MongoDB: Step-1: An overview
Purpose & Layout for the 5 part series
When I started on MongoDB, I found there is not a good step-by-step guide that I found, to get started, understand what MongoDB offers, understand the design considerations when migrating from RDBMS to NoSql and then use MongoDB so as to unleash its full potential. This is a developer’s view of using MongoDB and understand the basics.
MongoDB: Step-1: An overview
MongoDB: Step-2: Setting up the server
MongoDB: Step-3: Mongo Client Commands
MongoDB: Step-4: Designing the schema
MongoDB: Step-5: Indexes and Query Performance Optimizations —
Step1 — An overview
This covers the evolution of databases, the data explosion (big data), data its importance, the need for analysis of data, Mongo and its history, what Mongo offers, why Mongo, replica-set, sharding etc
Evolution of Databases
Before 1990, data was stored in form of file systems, graphs, etc where you need to use the 3rd generation language where you need to tell not only what you need to do but also how you need to retrieve the data.
In 1990, the relational database like Oracle, SqlServer, Informix became very famous due to the use of the 4th generation language where you only need to instruct the “what” part and not detail how the data needs to be retrieved.
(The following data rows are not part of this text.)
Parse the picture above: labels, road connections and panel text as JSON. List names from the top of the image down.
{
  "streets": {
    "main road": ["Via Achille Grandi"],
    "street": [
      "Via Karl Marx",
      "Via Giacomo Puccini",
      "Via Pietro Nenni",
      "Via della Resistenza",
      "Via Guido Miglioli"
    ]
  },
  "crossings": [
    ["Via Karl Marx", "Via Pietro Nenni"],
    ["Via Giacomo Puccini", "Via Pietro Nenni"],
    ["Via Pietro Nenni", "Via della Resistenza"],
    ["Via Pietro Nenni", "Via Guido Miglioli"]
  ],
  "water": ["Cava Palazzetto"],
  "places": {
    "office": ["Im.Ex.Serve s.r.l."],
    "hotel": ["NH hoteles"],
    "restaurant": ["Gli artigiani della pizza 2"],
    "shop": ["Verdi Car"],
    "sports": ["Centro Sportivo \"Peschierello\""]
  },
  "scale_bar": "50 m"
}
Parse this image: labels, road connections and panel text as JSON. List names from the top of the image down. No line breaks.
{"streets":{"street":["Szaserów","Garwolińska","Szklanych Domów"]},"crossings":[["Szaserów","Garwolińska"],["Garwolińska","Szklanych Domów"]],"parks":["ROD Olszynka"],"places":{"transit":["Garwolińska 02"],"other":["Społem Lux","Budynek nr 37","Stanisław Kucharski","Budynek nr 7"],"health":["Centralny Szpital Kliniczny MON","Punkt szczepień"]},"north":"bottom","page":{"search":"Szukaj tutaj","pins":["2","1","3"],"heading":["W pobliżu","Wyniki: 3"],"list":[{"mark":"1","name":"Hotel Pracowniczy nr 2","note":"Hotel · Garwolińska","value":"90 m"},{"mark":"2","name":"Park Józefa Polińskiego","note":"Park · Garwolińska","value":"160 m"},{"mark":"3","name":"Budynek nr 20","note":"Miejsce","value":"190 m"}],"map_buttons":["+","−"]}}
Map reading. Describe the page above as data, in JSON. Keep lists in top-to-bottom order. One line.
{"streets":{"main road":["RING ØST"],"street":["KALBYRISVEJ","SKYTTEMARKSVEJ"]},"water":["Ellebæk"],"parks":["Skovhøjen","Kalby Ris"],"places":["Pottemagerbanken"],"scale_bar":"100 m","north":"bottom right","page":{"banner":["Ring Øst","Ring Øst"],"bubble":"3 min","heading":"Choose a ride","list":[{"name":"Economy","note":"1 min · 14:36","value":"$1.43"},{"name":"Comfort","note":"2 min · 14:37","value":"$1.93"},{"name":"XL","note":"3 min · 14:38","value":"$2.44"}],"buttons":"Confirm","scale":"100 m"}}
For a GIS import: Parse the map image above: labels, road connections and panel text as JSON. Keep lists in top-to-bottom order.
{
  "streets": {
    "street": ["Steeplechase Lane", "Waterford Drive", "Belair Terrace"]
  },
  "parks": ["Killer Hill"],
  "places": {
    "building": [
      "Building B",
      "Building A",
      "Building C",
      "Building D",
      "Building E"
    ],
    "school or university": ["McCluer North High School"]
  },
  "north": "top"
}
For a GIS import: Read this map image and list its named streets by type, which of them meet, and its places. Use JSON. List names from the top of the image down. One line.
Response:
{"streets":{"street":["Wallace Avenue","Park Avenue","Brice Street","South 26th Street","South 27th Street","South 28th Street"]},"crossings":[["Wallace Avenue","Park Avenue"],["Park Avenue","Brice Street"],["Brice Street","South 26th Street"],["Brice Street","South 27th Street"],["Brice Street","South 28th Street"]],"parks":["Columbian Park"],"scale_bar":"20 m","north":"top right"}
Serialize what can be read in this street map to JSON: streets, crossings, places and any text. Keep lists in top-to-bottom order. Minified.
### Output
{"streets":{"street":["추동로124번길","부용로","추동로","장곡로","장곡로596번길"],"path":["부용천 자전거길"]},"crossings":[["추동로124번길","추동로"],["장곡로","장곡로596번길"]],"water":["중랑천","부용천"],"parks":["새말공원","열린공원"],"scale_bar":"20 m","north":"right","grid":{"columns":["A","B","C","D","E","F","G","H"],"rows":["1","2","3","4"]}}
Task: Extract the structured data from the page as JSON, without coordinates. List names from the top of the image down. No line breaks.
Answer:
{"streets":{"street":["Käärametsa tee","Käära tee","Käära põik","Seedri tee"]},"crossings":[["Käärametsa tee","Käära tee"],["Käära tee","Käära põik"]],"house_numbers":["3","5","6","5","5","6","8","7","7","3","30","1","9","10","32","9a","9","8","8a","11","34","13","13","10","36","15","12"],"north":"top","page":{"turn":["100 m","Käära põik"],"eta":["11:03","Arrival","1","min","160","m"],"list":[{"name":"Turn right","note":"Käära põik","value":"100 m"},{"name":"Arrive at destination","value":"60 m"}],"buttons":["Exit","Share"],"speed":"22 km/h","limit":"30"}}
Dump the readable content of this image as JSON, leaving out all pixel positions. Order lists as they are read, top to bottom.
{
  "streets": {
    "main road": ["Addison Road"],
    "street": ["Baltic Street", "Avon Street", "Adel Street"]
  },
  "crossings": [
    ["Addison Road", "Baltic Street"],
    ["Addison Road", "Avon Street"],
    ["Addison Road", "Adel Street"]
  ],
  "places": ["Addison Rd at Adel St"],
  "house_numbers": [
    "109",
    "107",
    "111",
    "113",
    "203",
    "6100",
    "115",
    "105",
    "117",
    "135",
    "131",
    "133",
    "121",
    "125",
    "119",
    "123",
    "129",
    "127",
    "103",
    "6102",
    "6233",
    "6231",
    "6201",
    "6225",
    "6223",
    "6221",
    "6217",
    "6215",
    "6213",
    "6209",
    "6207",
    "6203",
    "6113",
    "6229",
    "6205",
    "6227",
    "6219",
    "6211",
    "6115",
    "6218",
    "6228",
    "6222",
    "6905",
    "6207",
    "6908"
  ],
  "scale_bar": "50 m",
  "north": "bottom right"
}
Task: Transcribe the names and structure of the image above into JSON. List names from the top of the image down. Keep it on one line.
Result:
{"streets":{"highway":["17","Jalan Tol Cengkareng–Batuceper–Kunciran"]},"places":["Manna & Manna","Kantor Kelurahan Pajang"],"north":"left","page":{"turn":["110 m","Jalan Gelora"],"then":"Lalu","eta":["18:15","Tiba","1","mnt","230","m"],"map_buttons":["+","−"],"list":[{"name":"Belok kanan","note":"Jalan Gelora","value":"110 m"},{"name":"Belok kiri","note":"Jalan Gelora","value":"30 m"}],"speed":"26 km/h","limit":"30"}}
For data modeling in the RDBMS system, the normalization of data as laid down by Edgar F. Codd in 1970 became very famous. RDBMS became the goto databases for all the business that required the ACID properties of the transaction, namely
Around the year 2000, various Dataware Housing & Analytical tools developed called the OLAP systems. These systems focussed on analytics of the structured data, thereby providing insights into the data.
Around mid-1990s., the internet started becoming extremely popular. And with this, there was a huge explosion of data that was generated. This data was also highly unstructured. RDBMS systems could simply not keep up with the data explosion. This was just the beginning of Big Data.
The need to inherently support Big Data characterized by high velocity, high volume, high variety, and high variability data gave birth to solutions that were called the NoSQL databases. Today there exist a variety of NoSQL solutions which can be categorized in 4 sections according to the way the data is stored, namely
· Document-based — MongoDb, DynamoDb
· Key-Value — Cassandra
· Column store — Redis
· Graph-based — Neo4J
Data is the new OIL
The figure below shows the exponential growth of data.
Data is an essential resource that powers the information economy in much the way that oil has fuelled the industrial economy.
Like one who has more oil is wealthy, in the knowledge economy, one who has more knowledge/information is now more wealthy.
Information can be extracted from data just as energy can be extracted from oil. Though Data flows like oil but we must “drill down” into data to extract value from it.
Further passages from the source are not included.